- **Task item**: The expected response is a copy of every line in the entries below that includes the word "elements".

START Supplied entries

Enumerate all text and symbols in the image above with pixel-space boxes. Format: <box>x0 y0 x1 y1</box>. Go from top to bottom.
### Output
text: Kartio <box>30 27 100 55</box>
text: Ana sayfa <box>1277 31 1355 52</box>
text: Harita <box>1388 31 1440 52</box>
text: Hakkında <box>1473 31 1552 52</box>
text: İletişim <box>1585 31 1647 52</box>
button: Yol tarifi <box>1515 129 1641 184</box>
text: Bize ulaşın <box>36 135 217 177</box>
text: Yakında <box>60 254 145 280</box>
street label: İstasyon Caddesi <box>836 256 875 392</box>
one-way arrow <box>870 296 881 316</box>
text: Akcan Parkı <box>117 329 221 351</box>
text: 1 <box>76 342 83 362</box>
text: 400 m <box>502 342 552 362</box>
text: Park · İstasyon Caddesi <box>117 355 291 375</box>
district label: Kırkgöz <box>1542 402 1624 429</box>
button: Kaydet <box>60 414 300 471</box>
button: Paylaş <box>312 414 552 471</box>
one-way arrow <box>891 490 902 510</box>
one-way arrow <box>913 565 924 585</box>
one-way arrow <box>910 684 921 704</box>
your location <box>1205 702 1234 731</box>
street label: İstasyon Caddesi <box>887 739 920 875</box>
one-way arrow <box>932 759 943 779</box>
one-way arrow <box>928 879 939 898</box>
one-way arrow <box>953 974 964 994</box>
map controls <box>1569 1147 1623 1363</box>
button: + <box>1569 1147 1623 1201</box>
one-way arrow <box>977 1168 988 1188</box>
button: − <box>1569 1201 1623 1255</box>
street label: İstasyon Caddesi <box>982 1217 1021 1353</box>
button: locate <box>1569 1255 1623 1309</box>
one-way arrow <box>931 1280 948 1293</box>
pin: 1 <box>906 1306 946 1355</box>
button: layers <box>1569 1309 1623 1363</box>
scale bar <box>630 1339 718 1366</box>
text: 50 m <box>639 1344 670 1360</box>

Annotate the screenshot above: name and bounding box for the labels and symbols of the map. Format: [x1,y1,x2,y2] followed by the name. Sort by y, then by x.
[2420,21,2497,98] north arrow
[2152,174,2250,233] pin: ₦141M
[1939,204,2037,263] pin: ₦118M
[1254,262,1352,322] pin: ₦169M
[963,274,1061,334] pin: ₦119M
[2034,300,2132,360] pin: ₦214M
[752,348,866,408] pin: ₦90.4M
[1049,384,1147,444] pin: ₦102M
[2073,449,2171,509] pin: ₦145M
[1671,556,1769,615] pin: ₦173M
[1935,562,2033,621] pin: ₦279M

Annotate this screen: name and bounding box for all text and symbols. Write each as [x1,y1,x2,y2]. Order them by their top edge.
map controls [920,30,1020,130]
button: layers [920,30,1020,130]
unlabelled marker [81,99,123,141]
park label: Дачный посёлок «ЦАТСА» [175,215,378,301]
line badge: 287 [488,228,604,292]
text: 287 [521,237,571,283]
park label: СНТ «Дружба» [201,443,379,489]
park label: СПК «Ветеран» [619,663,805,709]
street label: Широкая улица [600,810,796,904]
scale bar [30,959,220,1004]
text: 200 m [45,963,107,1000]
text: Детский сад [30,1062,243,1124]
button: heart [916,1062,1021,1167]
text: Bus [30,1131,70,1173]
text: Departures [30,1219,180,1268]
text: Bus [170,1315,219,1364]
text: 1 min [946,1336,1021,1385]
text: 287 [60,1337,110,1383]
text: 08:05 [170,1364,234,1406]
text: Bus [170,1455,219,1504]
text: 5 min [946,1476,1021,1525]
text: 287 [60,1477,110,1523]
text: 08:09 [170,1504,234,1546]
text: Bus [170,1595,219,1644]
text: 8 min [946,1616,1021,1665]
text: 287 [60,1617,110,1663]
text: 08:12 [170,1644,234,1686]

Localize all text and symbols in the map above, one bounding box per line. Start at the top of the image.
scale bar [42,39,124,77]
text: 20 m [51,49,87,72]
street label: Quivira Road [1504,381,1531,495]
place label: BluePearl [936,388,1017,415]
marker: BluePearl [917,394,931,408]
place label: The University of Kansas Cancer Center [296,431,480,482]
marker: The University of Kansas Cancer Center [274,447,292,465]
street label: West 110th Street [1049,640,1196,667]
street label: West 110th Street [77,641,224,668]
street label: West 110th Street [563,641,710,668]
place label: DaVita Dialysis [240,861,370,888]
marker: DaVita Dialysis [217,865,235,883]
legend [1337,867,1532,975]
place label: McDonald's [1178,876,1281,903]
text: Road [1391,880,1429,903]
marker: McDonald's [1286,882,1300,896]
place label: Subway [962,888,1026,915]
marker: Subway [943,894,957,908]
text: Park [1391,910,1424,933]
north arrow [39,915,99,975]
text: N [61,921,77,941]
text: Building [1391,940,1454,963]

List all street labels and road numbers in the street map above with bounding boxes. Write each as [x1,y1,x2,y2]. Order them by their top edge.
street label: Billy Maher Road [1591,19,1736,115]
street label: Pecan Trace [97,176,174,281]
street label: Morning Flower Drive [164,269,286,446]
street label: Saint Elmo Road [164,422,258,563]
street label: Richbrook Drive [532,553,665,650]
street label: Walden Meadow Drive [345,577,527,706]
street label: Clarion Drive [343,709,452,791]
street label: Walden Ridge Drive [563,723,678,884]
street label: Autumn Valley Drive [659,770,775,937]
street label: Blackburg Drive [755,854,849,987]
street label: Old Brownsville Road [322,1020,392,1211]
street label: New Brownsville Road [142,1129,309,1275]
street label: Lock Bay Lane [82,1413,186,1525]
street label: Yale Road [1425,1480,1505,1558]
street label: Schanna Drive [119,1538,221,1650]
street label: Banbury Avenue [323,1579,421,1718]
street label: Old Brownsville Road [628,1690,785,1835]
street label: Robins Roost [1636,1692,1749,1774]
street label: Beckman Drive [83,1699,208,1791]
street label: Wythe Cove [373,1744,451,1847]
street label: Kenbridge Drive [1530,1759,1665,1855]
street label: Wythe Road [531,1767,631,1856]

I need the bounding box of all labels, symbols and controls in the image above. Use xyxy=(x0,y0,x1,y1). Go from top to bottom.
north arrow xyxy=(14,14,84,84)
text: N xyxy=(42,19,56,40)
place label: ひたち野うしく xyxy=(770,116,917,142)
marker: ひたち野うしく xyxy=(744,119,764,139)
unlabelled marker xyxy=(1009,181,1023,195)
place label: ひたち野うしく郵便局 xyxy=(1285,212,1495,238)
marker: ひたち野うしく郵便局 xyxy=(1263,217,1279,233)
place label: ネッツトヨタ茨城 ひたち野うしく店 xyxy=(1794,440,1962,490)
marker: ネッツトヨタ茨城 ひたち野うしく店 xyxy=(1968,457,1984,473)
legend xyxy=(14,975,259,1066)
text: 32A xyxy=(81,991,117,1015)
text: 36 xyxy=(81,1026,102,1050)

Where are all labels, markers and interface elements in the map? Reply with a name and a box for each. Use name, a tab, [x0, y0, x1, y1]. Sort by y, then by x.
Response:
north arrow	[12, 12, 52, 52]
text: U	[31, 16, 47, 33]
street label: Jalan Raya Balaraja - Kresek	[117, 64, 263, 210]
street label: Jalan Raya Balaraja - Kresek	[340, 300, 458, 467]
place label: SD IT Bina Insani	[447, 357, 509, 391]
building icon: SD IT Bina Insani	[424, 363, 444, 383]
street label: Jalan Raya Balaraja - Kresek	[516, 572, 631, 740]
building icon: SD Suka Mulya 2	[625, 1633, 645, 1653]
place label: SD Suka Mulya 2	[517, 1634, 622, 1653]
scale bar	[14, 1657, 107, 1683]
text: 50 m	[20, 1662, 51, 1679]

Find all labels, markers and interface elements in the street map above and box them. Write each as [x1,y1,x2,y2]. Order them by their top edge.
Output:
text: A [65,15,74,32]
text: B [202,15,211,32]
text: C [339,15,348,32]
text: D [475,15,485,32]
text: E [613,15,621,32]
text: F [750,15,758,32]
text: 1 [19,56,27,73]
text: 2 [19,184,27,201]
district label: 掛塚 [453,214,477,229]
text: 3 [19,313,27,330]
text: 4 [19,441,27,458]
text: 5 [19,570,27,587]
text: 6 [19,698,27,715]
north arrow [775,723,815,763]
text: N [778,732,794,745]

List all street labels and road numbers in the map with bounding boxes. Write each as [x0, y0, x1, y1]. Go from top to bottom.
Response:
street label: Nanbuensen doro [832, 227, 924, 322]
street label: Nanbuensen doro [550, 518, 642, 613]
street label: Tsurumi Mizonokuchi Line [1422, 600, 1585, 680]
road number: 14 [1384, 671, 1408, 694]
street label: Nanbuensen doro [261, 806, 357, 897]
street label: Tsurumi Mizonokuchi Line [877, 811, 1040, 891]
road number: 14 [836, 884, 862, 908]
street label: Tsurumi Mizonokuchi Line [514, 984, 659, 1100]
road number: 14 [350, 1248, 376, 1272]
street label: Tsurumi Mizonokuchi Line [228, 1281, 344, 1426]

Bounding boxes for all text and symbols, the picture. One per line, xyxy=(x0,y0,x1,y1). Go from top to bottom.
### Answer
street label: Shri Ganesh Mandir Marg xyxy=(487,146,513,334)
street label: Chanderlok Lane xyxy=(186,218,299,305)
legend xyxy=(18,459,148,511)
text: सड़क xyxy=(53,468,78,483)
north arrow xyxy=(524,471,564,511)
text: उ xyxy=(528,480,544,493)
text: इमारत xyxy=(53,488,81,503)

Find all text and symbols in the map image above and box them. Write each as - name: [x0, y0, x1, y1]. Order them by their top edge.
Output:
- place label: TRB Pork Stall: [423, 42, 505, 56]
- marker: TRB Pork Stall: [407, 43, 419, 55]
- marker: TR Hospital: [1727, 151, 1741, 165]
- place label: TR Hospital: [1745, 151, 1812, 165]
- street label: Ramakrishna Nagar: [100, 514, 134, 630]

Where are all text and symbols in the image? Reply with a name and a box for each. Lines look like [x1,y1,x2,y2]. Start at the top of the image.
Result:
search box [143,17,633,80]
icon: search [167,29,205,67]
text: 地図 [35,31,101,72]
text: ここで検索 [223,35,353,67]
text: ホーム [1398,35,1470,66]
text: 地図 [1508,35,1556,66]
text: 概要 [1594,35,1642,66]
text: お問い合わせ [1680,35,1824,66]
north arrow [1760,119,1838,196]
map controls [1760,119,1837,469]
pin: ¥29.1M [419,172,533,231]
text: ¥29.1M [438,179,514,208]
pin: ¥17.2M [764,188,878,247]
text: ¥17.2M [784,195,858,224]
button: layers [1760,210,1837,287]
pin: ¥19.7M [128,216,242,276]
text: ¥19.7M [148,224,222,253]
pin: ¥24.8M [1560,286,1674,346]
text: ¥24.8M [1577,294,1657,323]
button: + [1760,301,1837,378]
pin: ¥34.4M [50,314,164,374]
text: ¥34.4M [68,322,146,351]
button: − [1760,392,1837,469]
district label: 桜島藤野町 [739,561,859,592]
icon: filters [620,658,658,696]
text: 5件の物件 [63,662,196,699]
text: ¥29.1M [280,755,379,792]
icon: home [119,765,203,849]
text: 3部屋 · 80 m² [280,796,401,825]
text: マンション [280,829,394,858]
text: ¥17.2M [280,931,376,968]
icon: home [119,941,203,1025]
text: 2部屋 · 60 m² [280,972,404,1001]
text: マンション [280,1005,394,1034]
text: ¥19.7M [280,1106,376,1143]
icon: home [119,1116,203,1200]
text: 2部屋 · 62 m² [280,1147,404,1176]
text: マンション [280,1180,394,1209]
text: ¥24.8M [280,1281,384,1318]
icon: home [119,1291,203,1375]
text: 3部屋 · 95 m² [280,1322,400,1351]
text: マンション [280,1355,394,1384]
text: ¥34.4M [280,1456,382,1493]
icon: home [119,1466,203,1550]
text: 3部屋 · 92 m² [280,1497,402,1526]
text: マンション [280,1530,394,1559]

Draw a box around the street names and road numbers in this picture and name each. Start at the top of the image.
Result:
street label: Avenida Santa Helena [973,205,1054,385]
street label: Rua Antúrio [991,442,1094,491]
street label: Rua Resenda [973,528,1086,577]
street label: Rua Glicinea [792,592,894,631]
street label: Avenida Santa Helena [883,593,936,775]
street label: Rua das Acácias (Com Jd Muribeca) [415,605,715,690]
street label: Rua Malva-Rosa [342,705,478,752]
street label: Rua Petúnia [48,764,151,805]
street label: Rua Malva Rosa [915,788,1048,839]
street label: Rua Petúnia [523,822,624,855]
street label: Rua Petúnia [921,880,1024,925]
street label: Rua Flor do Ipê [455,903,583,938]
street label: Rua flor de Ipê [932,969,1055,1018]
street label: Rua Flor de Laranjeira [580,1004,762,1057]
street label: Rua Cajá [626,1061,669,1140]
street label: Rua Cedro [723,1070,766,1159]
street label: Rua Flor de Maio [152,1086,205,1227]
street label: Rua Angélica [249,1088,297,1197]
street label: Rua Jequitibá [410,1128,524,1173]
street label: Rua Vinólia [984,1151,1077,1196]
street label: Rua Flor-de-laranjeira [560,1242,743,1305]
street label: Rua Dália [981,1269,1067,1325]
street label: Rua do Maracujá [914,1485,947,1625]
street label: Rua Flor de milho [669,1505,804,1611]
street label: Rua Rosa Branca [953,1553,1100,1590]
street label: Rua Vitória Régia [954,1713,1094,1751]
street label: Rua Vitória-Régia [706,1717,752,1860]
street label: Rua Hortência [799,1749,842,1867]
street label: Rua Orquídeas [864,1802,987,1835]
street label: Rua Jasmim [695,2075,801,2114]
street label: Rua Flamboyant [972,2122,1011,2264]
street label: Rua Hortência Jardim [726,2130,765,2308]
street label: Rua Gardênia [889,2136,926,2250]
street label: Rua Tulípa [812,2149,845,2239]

END Supplied entries

- **Your solution**:
Where are all labels, markers and interface elements in the map? Reply with a name and a box for each. Use name, a tab, [x0, y0, x1, y1]. Sort by y, then by x.
Find all labels, markers and interface elements in the street map above and box them. Write each as [x1,y1,x2,y2]. Order them by their top edge.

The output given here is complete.